About Krzysztof Głowacki

Krzysztof Głowacki is an economist at the Centre for Social and Economic Research (CASE) in Warsaw, Poland, with a specialisation in institutional economics. He is a member of the CASE research team, co-author of economic reports for the European Commission, and editor of CASE’s official bulletin “showCASE”. He studied at Bocconi University (Department of Economics), Antwerp University (Department of Applied Economic Sciences), and Tilburg University (Liberal Arts and Sciences).

While Belarus will not have its Euromaidan any time soon, recent developments at home and abroad suggest that the country’s political course is not set in stone.

In mid-March, Belarus’s President, Alexander Lukashenko, announced that he would suspend his decree introducing the so-called “parasite tax”; a fee charged on the unemployed. Lukashenko, who has been dubbed “Europe’s last dictator”, is not used to making concessions, but unfavourable circumstances have left him with no choice. The recent wave of popular protests, on an unprecedented scale (which, in the Belarusian standards, means several thousand), is only one of them.

In 2016, the Belarusian economy regressed for a third consecutive year, with GDP estimated to shrink by 2.6 per cent, after a drop of 3.8 per cent in 2015. Unemployment nearly doubled between 2014 and 2015, and persistent inflation necessitated a four-digit denomination of the currency in July 2016.

The economic bust has been caused largely by an analogical situation in Russia, to which Belarus is systemically connected by a network of energy and trade links. Around 20 per cent of Russian gas exports, and around 40 per cent of its oil exports, used to pass through the Belarusian territory, and Russia accounted for nearly half of its foreign trade in 2014.

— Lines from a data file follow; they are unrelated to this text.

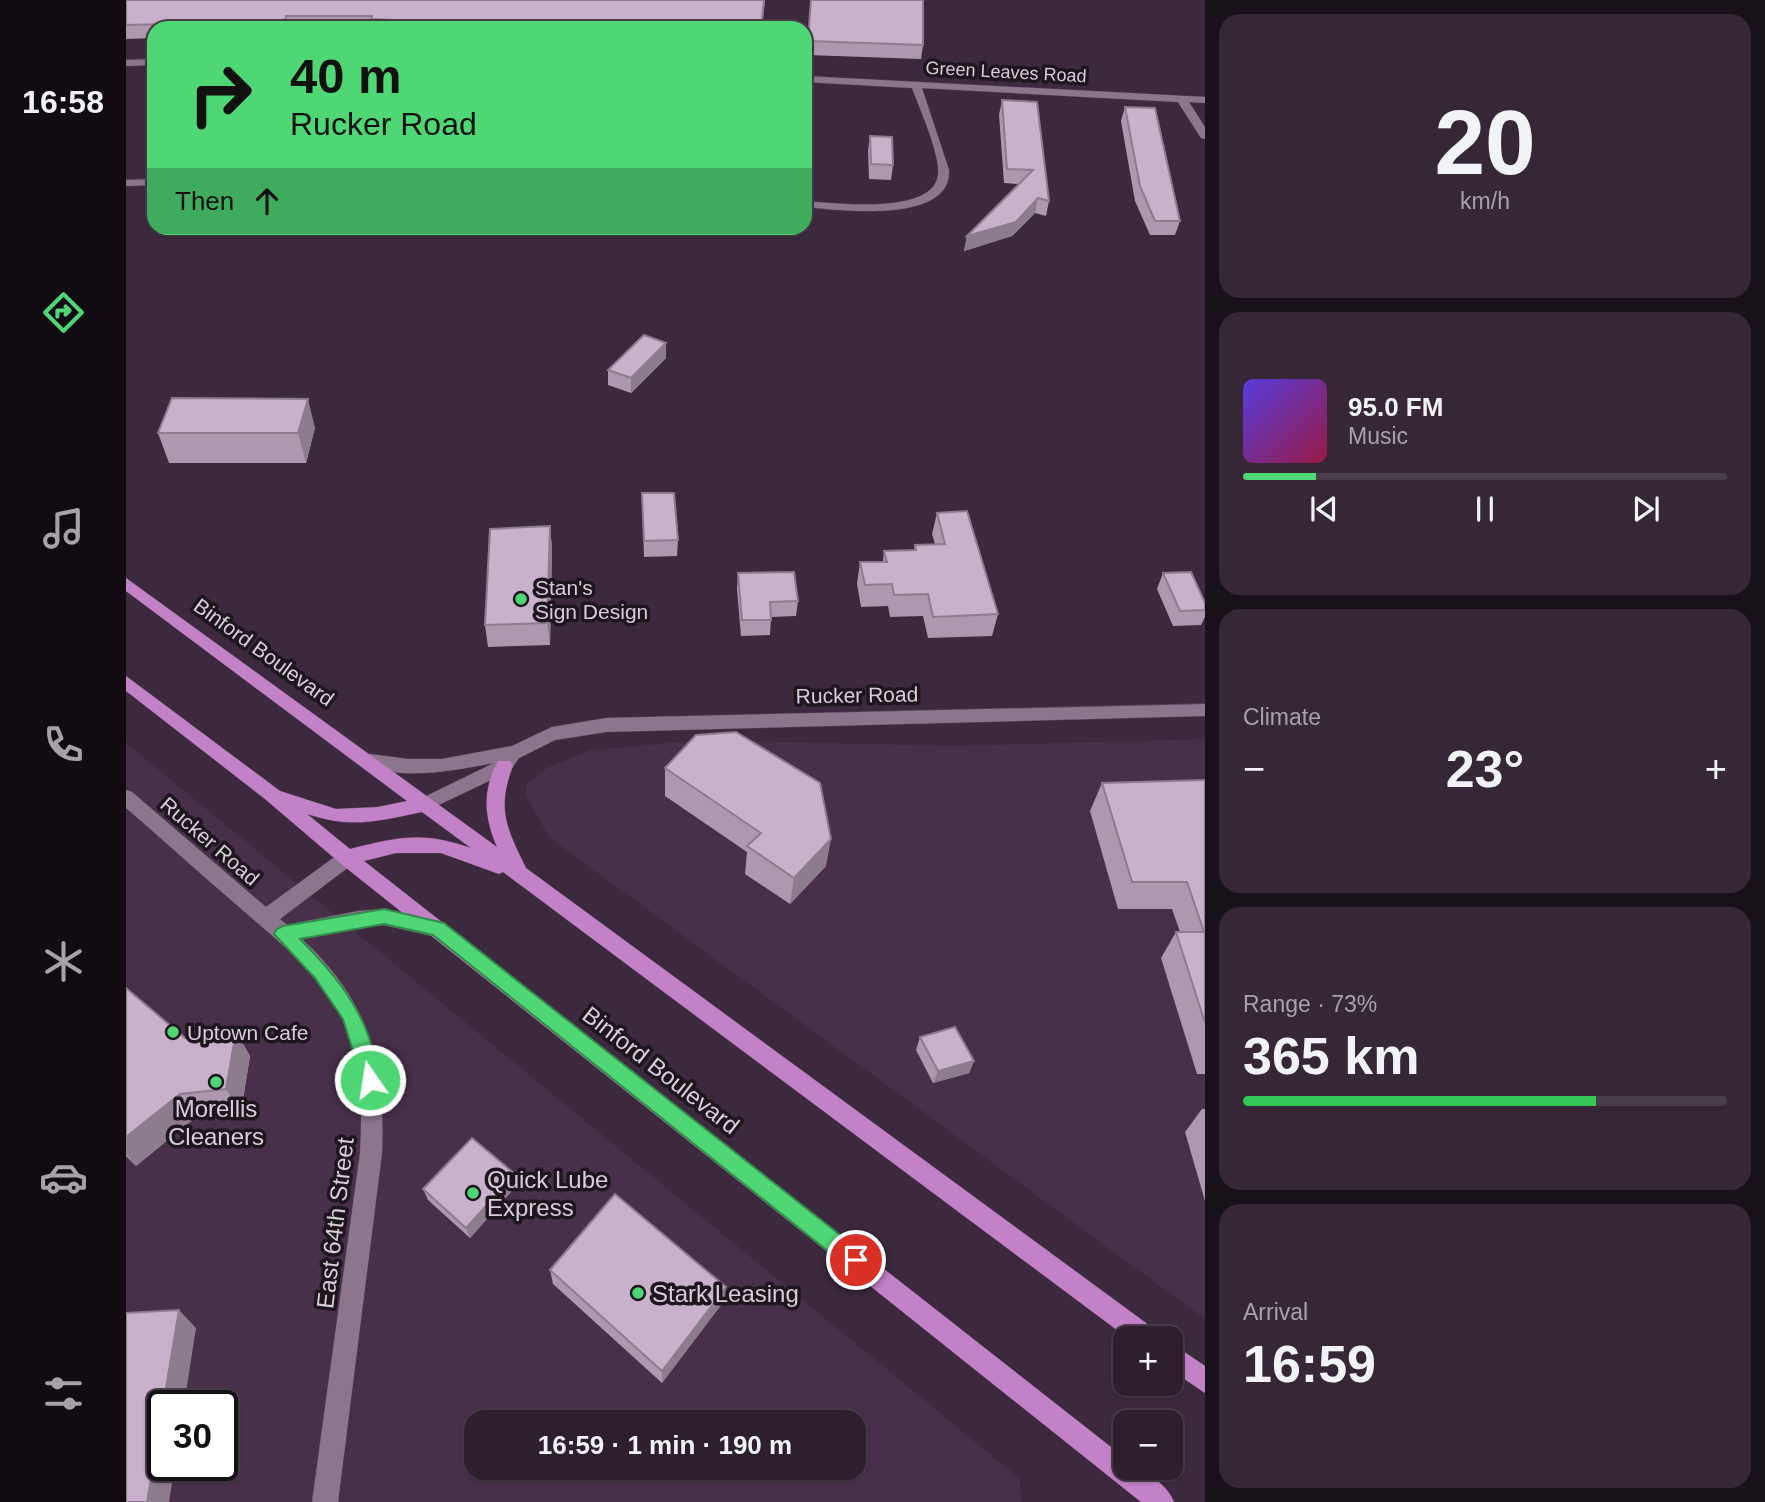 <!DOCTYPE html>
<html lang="en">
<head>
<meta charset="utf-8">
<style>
	:root { --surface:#2e1f2e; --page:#362736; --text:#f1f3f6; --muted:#a7a2aa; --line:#493d4a; --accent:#4fd675 }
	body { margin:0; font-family:Helvetica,sans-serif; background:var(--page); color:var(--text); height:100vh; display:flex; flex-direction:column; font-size:26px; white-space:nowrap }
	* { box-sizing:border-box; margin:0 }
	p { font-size:23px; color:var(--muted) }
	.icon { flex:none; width:38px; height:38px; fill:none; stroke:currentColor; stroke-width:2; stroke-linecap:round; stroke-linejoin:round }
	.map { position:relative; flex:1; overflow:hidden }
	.panel { display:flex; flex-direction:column; gap:14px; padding:14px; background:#191119; width:560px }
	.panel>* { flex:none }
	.guide { position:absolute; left:21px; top:21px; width:665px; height:214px; border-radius:21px; box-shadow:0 2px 5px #0004,0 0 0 2px var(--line); background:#4fd675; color:#111; overflow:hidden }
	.fabs { position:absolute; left:987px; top:1326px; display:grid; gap:14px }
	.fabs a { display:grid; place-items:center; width:70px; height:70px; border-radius:14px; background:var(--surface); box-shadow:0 2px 5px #0004,0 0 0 2px var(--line); font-size:35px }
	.speed { position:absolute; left:21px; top:1390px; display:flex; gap:14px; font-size:35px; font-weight:700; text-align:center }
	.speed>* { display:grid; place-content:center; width:91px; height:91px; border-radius:50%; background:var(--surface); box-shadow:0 2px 5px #0004,0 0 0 2px var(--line); line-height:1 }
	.speed .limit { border:4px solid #111; border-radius:10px; background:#fff; color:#111 }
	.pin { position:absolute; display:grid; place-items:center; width:60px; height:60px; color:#fff; margin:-30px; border:4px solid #fff; border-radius:50%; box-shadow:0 2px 7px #0007 }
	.me { position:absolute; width:77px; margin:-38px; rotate:347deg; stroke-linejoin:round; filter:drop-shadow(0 0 5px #0008) }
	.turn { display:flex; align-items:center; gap:24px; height:147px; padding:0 28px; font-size:32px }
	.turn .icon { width:91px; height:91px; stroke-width:2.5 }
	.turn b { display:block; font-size:49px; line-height:60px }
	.then { display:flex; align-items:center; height:66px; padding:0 28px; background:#0003; gap:14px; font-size:26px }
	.big { font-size:52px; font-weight:600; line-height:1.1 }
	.panel .widget { flex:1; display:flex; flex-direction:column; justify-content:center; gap:10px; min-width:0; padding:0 24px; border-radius:21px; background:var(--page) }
	.panel .dial { align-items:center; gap:0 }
	.dial b { font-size:91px; line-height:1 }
	.song { display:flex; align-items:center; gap:21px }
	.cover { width:84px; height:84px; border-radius:10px; background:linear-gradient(135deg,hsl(250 70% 55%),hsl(340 70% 35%)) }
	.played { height:7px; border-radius:4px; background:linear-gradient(90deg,var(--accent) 15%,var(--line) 15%) }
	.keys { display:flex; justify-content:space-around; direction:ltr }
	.heat { display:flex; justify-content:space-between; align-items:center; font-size:38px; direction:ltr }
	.charge { height:10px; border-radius:5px; background:linear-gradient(90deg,#34c759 73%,var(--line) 0) }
	.trip { position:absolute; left:338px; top:1410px; width:402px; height:70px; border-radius:21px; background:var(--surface); box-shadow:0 2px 5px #0004,0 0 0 2px var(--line); font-weight:600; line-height:70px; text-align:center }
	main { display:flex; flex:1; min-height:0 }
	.tab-bar { display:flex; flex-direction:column; width:126px; justify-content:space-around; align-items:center; background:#120c12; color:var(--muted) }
	.tab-bar .icon { width:49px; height:49px }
	.tab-bar .selected { color:var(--accent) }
	.tab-bar b { font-size:32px; color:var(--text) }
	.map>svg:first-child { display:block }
	.built { fill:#48304a; fill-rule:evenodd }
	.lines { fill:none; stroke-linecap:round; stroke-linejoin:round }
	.minor-casing { stroke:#564557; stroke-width:1 }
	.major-casing { stroke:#564557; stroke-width:1 }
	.minor { fill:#8c768e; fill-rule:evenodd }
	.major { fill:#c381c8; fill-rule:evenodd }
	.wall { fill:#ad98af }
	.shaded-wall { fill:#8d7c8e }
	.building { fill:#c9b1cb; stroke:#8d7c8e; stroke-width:2 }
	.route { fill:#4fd675; stroke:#338b4c; stroke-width:2 }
	.poi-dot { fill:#4fd675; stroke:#1e161f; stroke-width:2.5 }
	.labels { text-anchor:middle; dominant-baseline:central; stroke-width:7; stroke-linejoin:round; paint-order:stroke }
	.far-street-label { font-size:18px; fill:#d9ccd9; stroke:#1e161f }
	.poi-label { font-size:21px; fill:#d9ccd9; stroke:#1e161f; text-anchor:start }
	.street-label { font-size:21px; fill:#d9ccd9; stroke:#1e161f }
	.near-street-label { font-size:24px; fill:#d9ccd9; stroke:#1e161f }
	.near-poi-label { font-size:24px; fill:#d9ccd9; stroke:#1e161f; text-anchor:start }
</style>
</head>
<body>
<main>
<nav class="tab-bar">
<b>16:58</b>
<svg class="icon selected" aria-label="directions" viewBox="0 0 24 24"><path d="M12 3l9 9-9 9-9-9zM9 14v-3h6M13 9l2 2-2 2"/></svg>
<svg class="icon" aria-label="music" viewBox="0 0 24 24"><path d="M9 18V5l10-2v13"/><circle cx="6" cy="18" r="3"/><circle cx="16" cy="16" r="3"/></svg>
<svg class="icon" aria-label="phone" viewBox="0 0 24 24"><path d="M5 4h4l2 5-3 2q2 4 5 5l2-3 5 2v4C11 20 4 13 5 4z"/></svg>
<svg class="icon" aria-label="climate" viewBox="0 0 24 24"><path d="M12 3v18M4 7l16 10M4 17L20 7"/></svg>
<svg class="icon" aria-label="car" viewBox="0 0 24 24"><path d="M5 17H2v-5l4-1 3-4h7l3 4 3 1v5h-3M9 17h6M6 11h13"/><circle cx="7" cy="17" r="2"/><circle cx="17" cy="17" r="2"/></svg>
<svg class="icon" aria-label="filters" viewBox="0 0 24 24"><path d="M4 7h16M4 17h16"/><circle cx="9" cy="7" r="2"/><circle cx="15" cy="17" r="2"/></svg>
</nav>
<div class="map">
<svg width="1079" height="1502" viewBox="0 0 1079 1502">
	<rect width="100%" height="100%" fill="#3d293e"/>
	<path class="built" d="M1079,739v580l-656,-482 -23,-41 1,-12 20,-16 44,-18 114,-10 248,6z
		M0,743l894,736 2,23h-896zM37,1405h59v60h-59zM350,1423h378v45h-378z"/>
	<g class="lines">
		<defs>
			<path id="minor" d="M28,59v6l-28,1v-6z
				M679,76l400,21v6l-16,-1 16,25v12l-4,-1 -23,-36 -256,-14 27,82c3,55 -111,40 -144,37v-6c28,2 128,15 133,-26 3,-19 -19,-68 -26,-87l-107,-6z
				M28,179v6l-28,1v-6z
				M1079,704v12l-599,16 -51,8 -36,18 -9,13 -84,40 -6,-2 -3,-5 3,-5 74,-36c-43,8 -87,17 -130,3l-3,-5 3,-5 6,-2 38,5h34l70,-13 40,-19 54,-9z
				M0,790l6,2 134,115 74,-54 7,-3 7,3 2,5 -2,5 -74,56 7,6 71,-14 26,-2 53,12 7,2 3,6 -3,6 -7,2 -53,-12 -26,2 -56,12c67,62 84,125 80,214l-44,349h-26l48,-349c2,-41 3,-83 -12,-122 -22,-55 -74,-93 -117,-131 -35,-30 -70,-62 -105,-92z"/>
			<path id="major" d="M0,578l371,269c-13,-30 -15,-56 1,-86h12l3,5c-17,43 -6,63 13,102l631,463 4,8h-32l-626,-467 -4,2 -58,-21h-45l-32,8 761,597v10c19,0 42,16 49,34h-33l-801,-639 -75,-64 -139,-108v-15l154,115 56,18 42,-2 29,-6 -281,-210zM296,812l49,36c-48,-17 -74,-11 -121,1l-43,-35c45,15 70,7 115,-2z
				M1045,1343l34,23v27l-34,-23z"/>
		</defs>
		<use href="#minor" class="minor-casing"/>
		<use href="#major" class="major-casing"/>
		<use href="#minor" class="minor"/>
		<use href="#major" class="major"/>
	</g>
	<path class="wall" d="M0,0h639l-3,28h-608v10l-28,1z
		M685,0l112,45 -2,14 -114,-4z
		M876,100l47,101 -3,15 -11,-3 -23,23 -48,15 3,-15 52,-52 -15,-1 -5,-68z
		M999,107l55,114 -5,14h-25l-15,-34 -14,-80z
		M744,136l23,29 -2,15 -22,-1 -1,-29z
		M540,358l-35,35 -23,-8v-15z
		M189,428l-9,35h-137l-11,-30z
		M516,493l36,47 -1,16 -33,1z
		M811,513l61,101 -6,22 -64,2 -5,-22 -33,1 -2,-11 -27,1 -4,-23 3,-22h23l1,-11 30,-1 1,-5 20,-1 -3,-10z
		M424,526l2,23 -2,96 -62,2 -3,-22z
		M612,573l60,28 -2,15 -25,1 -1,18 -29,1 -4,-47z
		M1037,573l42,30v14l-4,8 -28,1 -16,-37z
		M539,768l161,98 -36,38 -45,-30 2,-22 -82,-56z
		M1079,780v294h-8l-36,-116 15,-26h4l-8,-23h-54l-28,-98 12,-28z
		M0,988l59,50 51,-6 14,24 -9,56 -45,5 -60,49 -10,-10z
		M794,1037l54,24 -5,12 -36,10 -17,-33z
		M1076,1109h3v92l-20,-69z
		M391,1185l-47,53 -42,-38 -5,-11z
		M424,1270l174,31 -62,82 -109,-99z"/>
	<path class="shaded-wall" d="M912,198l-3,15 -23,23 -48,15 3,-15z
		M540,343v15l-35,35v-15z
		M182,399l7,29 -9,35 -8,-30z
		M424,526l2,23 -2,96 -3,-22z
		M705,839l-5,27 -36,38 4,-26z
		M110,1032l14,24 -9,56 -15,-23z
		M848,1061l-5,12 -36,10 5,-12z
		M54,1094l16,23 -60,49 -10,-12v-17z
		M389,1174l2,11 -47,53 -4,-10z
		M600,1287l-2,14 -62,82v-12z
		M53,1310l17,18 -12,77h-21z
		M37,1407v58h12l-6,37h-22z"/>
	<path class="building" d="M0,0h638l-3,28h-169v-2l-118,-5 -1,3 -102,-5 1,-3h-86l-1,4 -70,3 -89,2z
		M685,0h112v45l-115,-4z
		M876,100l35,2 12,99 -11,-3 -22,24 -49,14 66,-66 -26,-1z
		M999,107l30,1 25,113h-25l-15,-35z
		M744,136l22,1 1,28 -22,-1z
		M518,335l22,8 -35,35 -23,-8z
		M46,398l136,1 -10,34h-140z
		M516,493h32l4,47 -34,1z
		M841,511l31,103 -65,3 -5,-23 -34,1 -2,-11 -27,1 -5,-23h27l-3,-11 32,-1 -1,-5 30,-1 -8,-31z
		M424,526l-3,97 -62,2 5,-96z
		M668,572l4,29 -28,1 1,18h-29l-4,-47z
		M1065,572l14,31v7l-25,1 -17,-38z
		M610,732l84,51 11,56 -37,39 -47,-32 14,-13 -96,-65 31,-33z
		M1079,780v243l-29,-91h28l-17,-50h-55l-30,-99z
		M0,988l59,50 51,-6 -10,57 -46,5 -54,43z
		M829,1027l19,34 -36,10 -18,-34z
		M346,1138l43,36 -49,54 -43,-39z
		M489,1194l111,93 -64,84 -112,-101z
		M53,1310l-32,192h-21v-189z"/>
	<path class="route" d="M258,909l60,14 419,330 3,7 -3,8 -7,3 -7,-3 -416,-333 -49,-11 -84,15c34,34 65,71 75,120 3,10 6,18 2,27l-7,3 -6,-3 -21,-67 -28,-41 -41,-44 3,-5 6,-3z"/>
	<g class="poi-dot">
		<circle cx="395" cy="599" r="7"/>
		<circle cx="47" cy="1032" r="7"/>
		<circle cx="90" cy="1082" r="7"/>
		<circle cx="347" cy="1193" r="7"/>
		<circle cx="512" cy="1293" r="7"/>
	</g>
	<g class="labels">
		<g class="far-street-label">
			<text transform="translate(880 72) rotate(3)">Green Leaves Road</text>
		</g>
		<g class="poi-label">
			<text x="409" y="587">Stan's<tspan x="409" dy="24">Sign Design</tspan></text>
			<text x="61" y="1032">Uptown Cafe</text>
		</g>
		<g class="street-label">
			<text transform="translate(138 652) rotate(36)">Binford Boulevard</text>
			<text transform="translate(731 695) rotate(-1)">Rucker Road</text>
			<text transform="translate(84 841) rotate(41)">Rucker Road</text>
		</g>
		<g class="near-street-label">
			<text transform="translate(535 1070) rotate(38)">Binford Boulevard</text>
			<text transform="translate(209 1223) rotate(-83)">East 64th Street</text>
		</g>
		<g class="near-poi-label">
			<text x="90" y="1108" text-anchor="middle">Morellis<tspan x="90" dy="28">Cleaners</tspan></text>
			<text x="361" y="1179">Quick Lube<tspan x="361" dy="28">Express</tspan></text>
			<text x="526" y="1293">Stark Leasing</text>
		</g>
	</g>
</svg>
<div class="fabs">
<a>+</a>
<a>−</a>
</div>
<div class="speed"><div class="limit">30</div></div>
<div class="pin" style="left:730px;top:1260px;background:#d93025"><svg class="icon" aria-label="arrive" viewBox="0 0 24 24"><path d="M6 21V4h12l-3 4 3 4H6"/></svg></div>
<svg class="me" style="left:244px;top:1080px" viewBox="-20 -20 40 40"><circle r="17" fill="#4fd675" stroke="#fff" stroke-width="3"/><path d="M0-11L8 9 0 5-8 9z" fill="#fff"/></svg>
<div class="trip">16:59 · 1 min · 190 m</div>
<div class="guide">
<div class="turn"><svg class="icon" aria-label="right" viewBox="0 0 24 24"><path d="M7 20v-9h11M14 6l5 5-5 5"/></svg><div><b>40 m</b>Rucker Road</div></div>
<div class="then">Then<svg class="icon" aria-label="ahead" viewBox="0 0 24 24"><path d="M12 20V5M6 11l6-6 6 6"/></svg></div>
</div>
</div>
<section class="panel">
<div class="widget dial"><b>20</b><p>km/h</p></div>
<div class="widget">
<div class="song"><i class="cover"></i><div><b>95.0 FM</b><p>Music</p></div></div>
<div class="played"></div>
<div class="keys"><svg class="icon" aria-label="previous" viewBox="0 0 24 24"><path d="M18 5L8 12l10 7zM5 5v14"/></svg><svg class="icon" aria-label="pause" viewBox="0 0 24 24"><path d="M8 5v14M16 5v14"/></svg><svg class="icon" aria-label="next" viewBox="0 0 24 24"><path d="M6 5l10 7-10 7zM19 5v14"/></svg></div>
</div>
<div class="widget"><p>Climate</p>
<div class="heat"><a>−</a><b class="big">23°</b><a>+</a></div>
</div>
<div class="widget"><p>Range · 73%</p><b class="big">365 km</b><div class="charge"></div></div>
<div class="widget"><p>Arrival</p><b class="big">16:59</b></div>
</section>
</main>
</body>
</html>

Moreover, Russia readily used loans and subsidies to keep Belarus in its political orbit. But more recently, Russia’s economic allure has been tarnished by low oil prices, the sanctions war with the West following the Ukrainian crisis, and Russia’s own incapability of organic growth.

In fact, Russia not only no longer can, but also no longer wants to, be the ally that Belarus has known in the past, and the reason is simple. Lukashenko’s reluctance to embrace the Russian intervention in Ukraine three years ago, motivated by a fear for his own position, was perceived as disloyalty by a distrustful Moscow. Ever since, Russia has distanced itself from its partner in the Union State, and it has started to penetrate Belarus with own propaganda.

Given the economic difficulties and vulnerability to external pressure, Lukashenko must brace himself against unrest at home and act with particular caution. This explains the suspension of the “parasite tax”, as well as a number of other recent concessions, including the admission of two opposition members (Belarusian standards, again) to the lower chamber of the parliament.

Those who know the local moods best, such as Belarusian literature’s Nobel laureate, Svetlana Alexievich, admit that the society is still rather dormant, and unwilling to follow Ukraine’s revolutionary path. But the Ukrainian revolution has already set a series of externalities in motion, which are slowly changing Belarus’s course.